**ACTIVITY:** Give the data below again exactly as written, without its pictures.

**AVAILABLE RECORDS:**
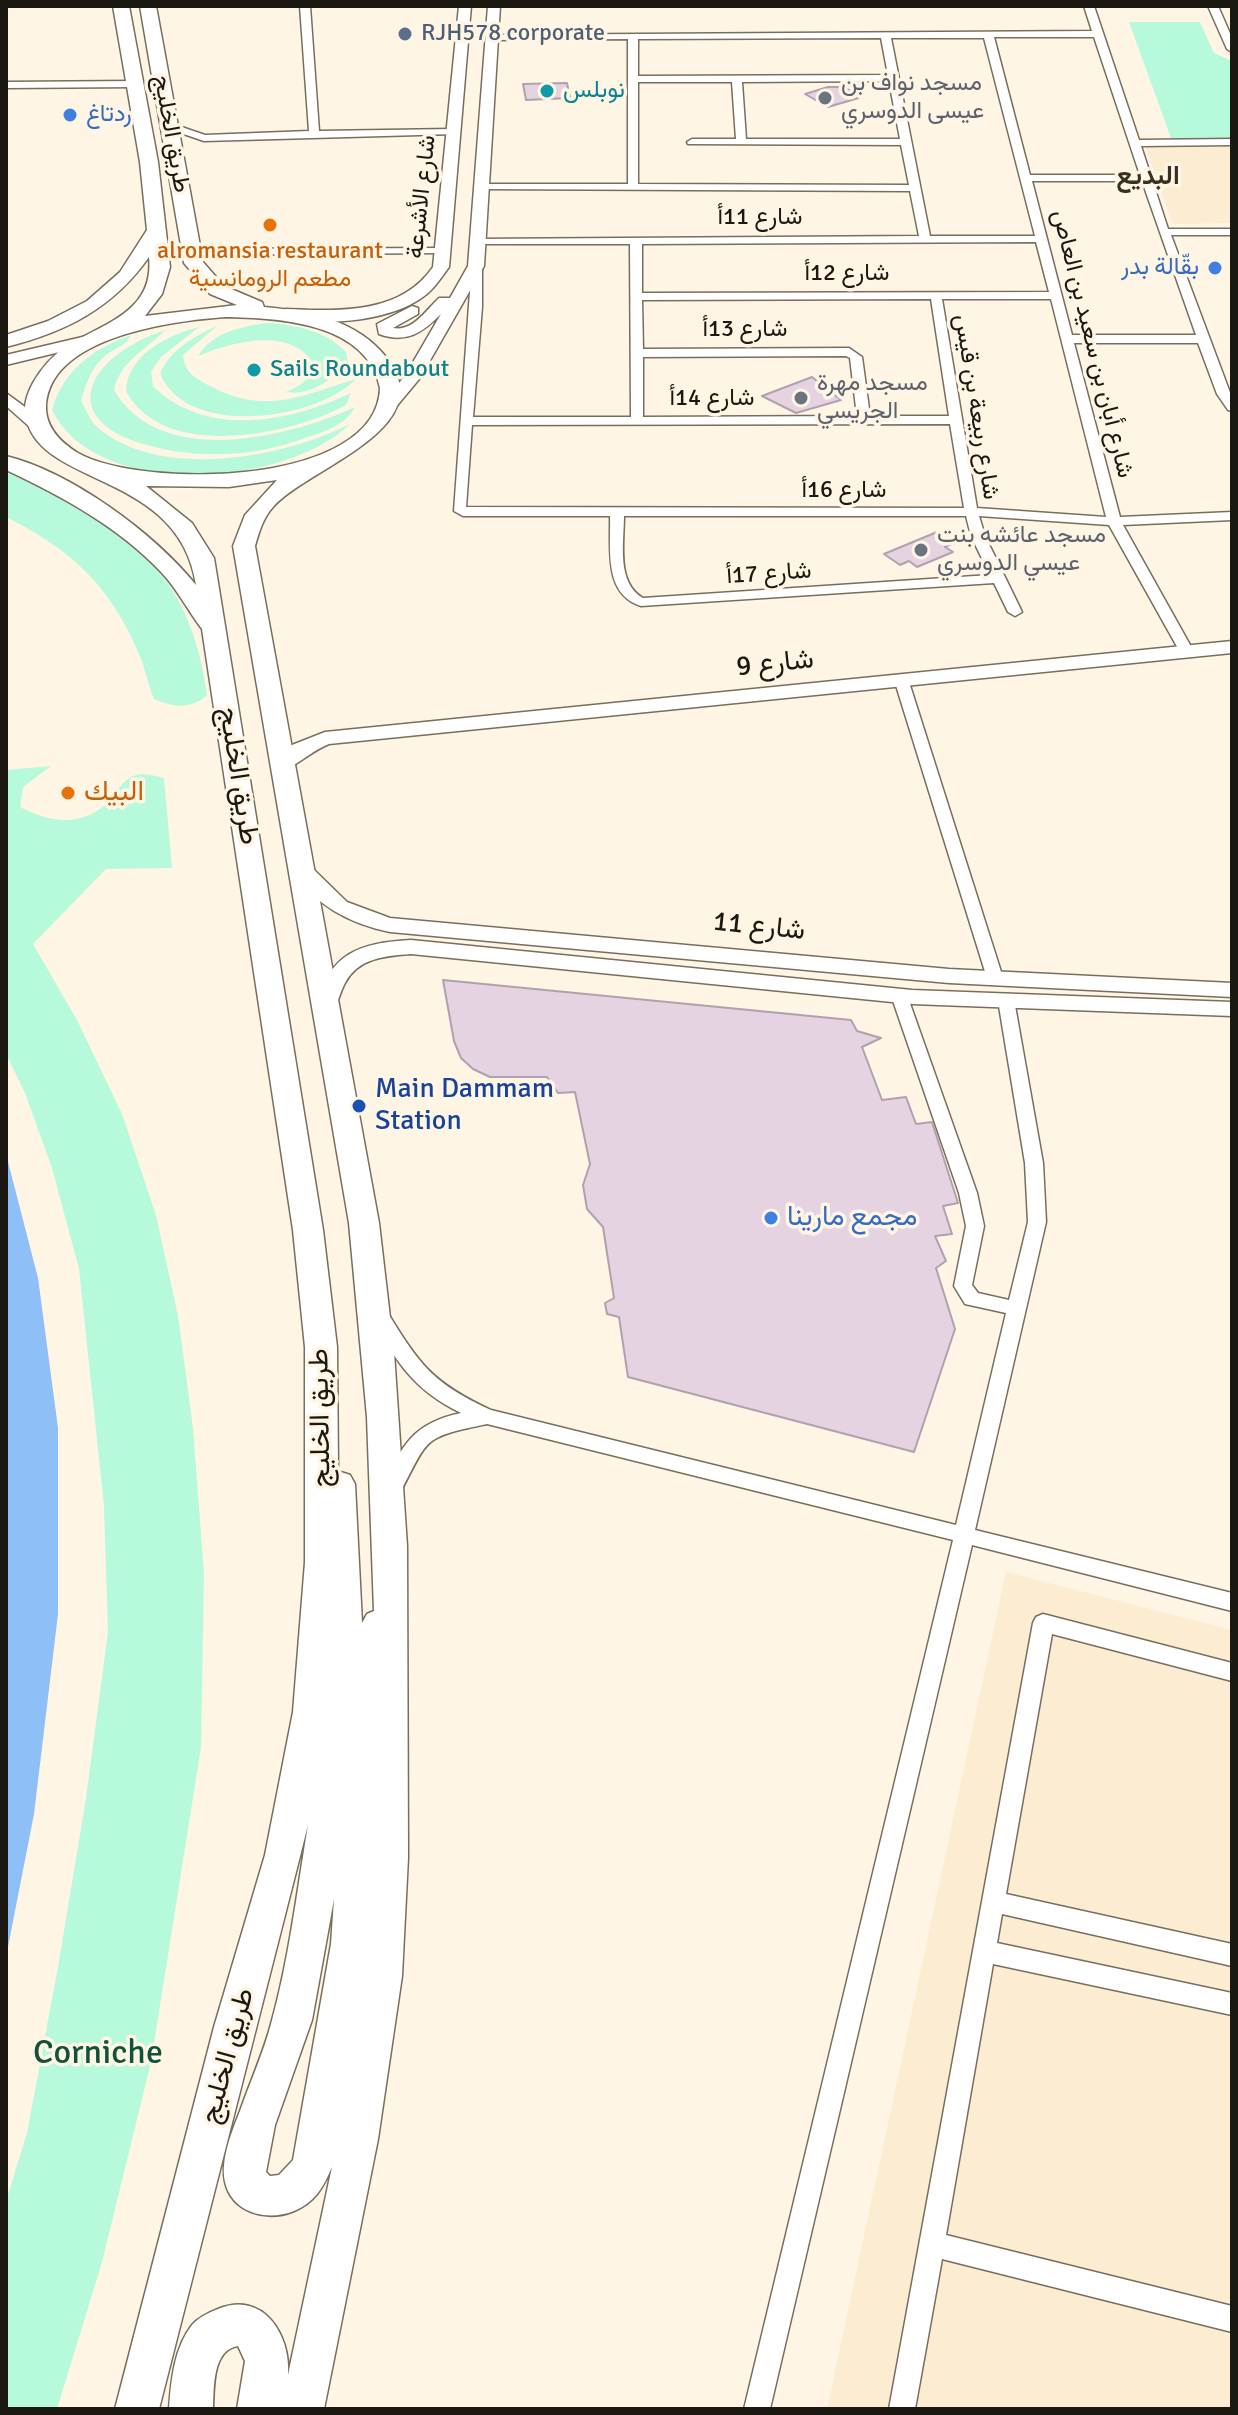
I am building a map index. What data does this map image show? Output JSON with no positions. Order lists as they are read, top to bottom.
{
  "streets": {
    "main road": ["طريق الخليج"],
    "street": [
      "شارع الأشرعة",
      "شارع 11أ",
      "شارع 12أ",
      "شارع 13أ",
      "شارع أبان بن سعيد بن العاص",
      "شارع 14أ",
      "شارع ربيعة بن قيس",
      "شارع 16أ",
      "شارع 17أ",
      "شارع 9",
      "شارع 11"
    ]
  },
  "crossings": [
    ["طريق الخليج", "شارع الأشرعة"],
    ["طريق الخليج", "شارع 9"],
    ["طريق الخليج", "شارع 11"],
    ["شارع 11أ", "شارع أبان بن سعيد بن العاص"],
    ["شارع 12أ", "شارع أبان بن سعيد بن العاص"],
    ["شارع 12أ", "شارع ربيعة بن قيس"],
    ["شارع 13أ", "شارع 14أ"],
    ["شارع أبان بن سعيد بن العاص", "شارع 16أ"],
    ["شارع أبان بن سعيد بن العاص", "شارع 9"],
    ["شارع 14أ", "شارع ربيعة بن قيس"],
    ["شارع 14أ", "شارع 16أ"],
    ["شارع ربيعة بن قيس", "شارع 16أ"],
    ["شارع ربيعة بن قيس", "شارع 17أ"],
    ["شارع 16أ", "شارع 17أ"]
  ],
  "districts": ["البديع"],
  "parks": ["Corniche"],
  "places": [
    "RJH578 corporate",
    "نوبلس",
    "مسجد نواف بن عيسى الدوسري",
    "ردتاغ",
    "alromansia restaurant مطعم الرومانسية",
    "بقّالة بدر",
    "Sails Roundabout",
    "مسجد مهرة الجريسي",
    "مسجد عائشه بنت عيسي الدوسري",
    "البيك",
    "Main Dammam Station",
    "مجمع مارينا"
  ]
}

**ANSWER TO THIS PROBLEM:**
I am building a map index. What data does this map image show? Output JSON with no positions. Order lists as they are read, top to bottom.
{
  "streets": {
    "main road": ["طريق الخليج"],
    "street": [
      "شارع الأشرعة",
      "شارع 11أ",
      "شارع 12أ",
      "شارع 13أ",
      "شارع أبان بن سعيد بن العاص",
      "شارع 14أ",
      "شارع ربيعة بن قيس",
      "شارع 16أ",
      "شارع 17أ",
      "شارع 9",
      "شارع 11"
    ]
  },
  "crossings": [
    ["طريق الخليج", "شارع الأشرعة"],
    ["طريق الخليج", "شارع 9"],
    ["طريق الخليج", "شارع 11"],
    ["شارع 11أ", "شارع أبان بن سعيد بن العاص"],
    ["شارع 12أ", "شارع أبان بن سعيد بن العاص"],
    ["شارع 12أ", "شارع ربيعة بن قيس"],
    ["شارع 13أ", "شارع 14أ"],
    ["شارع أبان بن سعيد بن العاص", "شارع 16أ"],
    ["شارع أبان بن سعيد بن العاص", "شارع 9"],
    ["شارع 14أ", "شارع ربيعة بن قيس"],
    ["شارع 14أ", "شارع 16أ"],
    ["شارع ربيعة بن قيس", "شارع 16أ"],
    ["شارع ربيعة بن قيس", "شارع 17أ"],
    ["شارع 16أ", "شارع 17أ"]
  ],
  "districts": ["البديع"],
  "parks": ["Corniche"],
  "places": [
    "RJH578 corporate",
    "نوبلس",
    "مسجد نواف بن عيسى الدوسري",
    "ردتاغ",
    "alromansia restaurant مطعم الرومانسية",
    "بقّالة بدر",
    "Sails Roundabout",
    "مسجد مهرة الجريسي",
    "مسجد عائشه بنت عيسي الدوسري",
    "البيك",
    "Main Dammam Station",
    "مجمع مارينا"
  ]
}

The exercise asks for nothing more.